On the other hand, the damage that Trump’s move may cause, directly or indirectly, in the short term or in the long, is undeniable. The reports of refugees stuck on their way to the U.S. or in American airports, along with the shocking announcement by the Department of Homeland Security that green-card holders who are abroad will be barred from rejoining their families or their jobs, place a disturbing human face on the bureaucratic jargon of Friday's executive order. Much of Muslim public opinion is likely to be outraged by Trump’s actions - and they will be aided and abetted by hostile governments and jihadist groups eager to stoke the flames of hate. Friendly regimes, in places such as Jordan, Egypt and Saudi Arabia, will be under pressure to distance themselves from Washington. Preachers of radical Islam will be able to use the photo of Trump signing the order as proof of their age-old claim that America and the West are on a crusade against Islam. ISIS, which has been on the defensive for the past year and, according to some experts, on the verge of collapse, has been handed a propaganda victory and a new slogan for attracting new recruits.

Trump’s decision is bound to increase polarization between left and right, between liberals and some, but not all, conservatives. What supporters of the move will portray as a defensive imperative, its opponents will view as institutional discrimination and an assault on values. “Tears are running down the cheeks of the Statue of Liberty,” Senator Chuck Schumer said. The famous line of American-Jewish poet Emma Lazarus' The New Colossus “Give me your tired, your poor, Your huddled masses yearning to breathe free,” which is engraved in stone at the footsteps of Lady Liberty, will now need an asterisk that clarifies “  *Unless they happen to be Muslim.”

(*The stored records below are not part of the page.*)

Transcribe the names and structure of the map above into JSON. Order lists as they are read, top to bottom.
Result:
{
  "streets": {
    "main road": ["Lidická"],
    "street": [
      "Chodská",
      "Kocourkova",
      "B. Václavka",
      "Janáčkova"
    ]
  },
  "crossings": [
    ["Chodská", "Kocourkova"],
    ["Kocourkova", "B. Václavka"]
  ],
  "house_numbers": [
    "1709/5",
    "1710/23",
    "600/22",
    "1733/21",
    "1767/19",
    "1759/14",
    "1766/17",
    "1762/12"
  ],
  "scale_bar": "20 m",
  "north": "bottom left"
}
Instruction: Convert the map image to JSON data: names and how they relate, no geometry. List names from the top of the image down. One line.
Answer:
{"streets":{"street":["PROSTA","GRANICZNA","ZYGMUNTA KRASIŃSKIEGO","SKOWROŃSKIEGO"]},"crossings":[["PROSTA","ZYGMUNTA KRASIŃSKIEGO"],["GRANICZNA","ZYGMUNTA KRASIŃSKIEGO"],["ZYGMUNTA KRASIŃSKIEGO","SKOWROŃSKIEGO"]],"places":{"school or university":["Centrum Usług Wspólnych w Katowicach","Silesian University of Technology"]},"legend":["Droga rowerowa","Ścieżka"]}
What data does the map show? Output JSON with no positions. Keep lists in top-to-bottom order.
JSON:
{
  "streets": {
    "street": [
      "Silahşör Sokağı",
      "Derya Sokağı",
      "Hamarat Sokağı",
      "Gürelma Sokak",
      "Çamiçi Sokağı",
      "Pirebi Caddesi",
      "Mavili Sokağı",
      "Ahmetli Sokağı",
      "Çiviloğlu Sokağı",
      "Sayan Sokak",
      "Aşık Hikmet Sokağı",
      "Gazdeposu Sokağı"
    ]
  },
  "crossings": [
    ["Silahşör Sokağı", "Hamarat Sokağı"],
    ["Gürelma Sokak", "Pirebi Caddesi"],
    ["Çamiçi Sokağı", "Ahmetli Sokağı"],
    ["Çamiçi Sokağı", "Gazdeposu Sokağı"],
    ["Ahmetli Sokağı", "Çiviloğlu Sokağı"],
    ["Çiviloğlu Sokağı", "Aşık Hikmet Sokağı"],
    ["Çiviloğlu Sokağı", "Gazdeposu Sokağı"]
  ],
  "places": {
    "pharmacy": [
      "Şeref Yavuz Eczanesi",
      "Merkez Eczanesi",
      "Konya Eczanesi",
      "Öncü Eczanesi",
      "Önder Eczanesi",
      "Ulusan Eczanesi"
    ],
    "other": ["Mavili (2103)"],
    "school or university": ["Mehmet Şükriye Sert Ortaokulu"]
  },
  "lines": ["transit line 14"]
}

Trump’s decision is also bound to increase tensions in the American Jewish community, between the right wing that has adopted and compounded their Israeli counterparts’ anti-Muslim narrative and the more centrist and moderate elements - including most of the Jewish establishment - that remains loyal to the community’s traditional liberal values. Most Jews still view themselves as a vulnerable minority, just like Muslims. Most are deeply committed to the values of immigration and sanctuary. Most still carry the traumatized memories of their parents and grandparents of an America that locked its gates for Jewish refugees fleeing the Nazis. Netanyahu’s imprudent encouragement of Trump, along with the overzealous welcome that Trump has received from the Israeli government, further expand the growing divide between the Jewish State and the world’s biggest Jewish diaspora.


One wonders of course about the silence of the GOP chickens, who were quick to blast Trump’s offer to ban Muslims when his prospects to become the party’s presidential candidate looked slim but who are now laying low out of fear and expediency. First and foremost of these is House Speaker Paul Ryan who was rightfully enshrined for a few hours on Saturday on the Wikipedia page for spineless invertebrates. Photos of Likud lawmakers who have been similarly struck dumb when asked about Netanyahu’s corruption charges and other shady shenanigans also deserve a place of honor in the same gallery of cowards. They and their patrons, Trump and Netanyahu, are the proverbial birds of a feather that mock us together.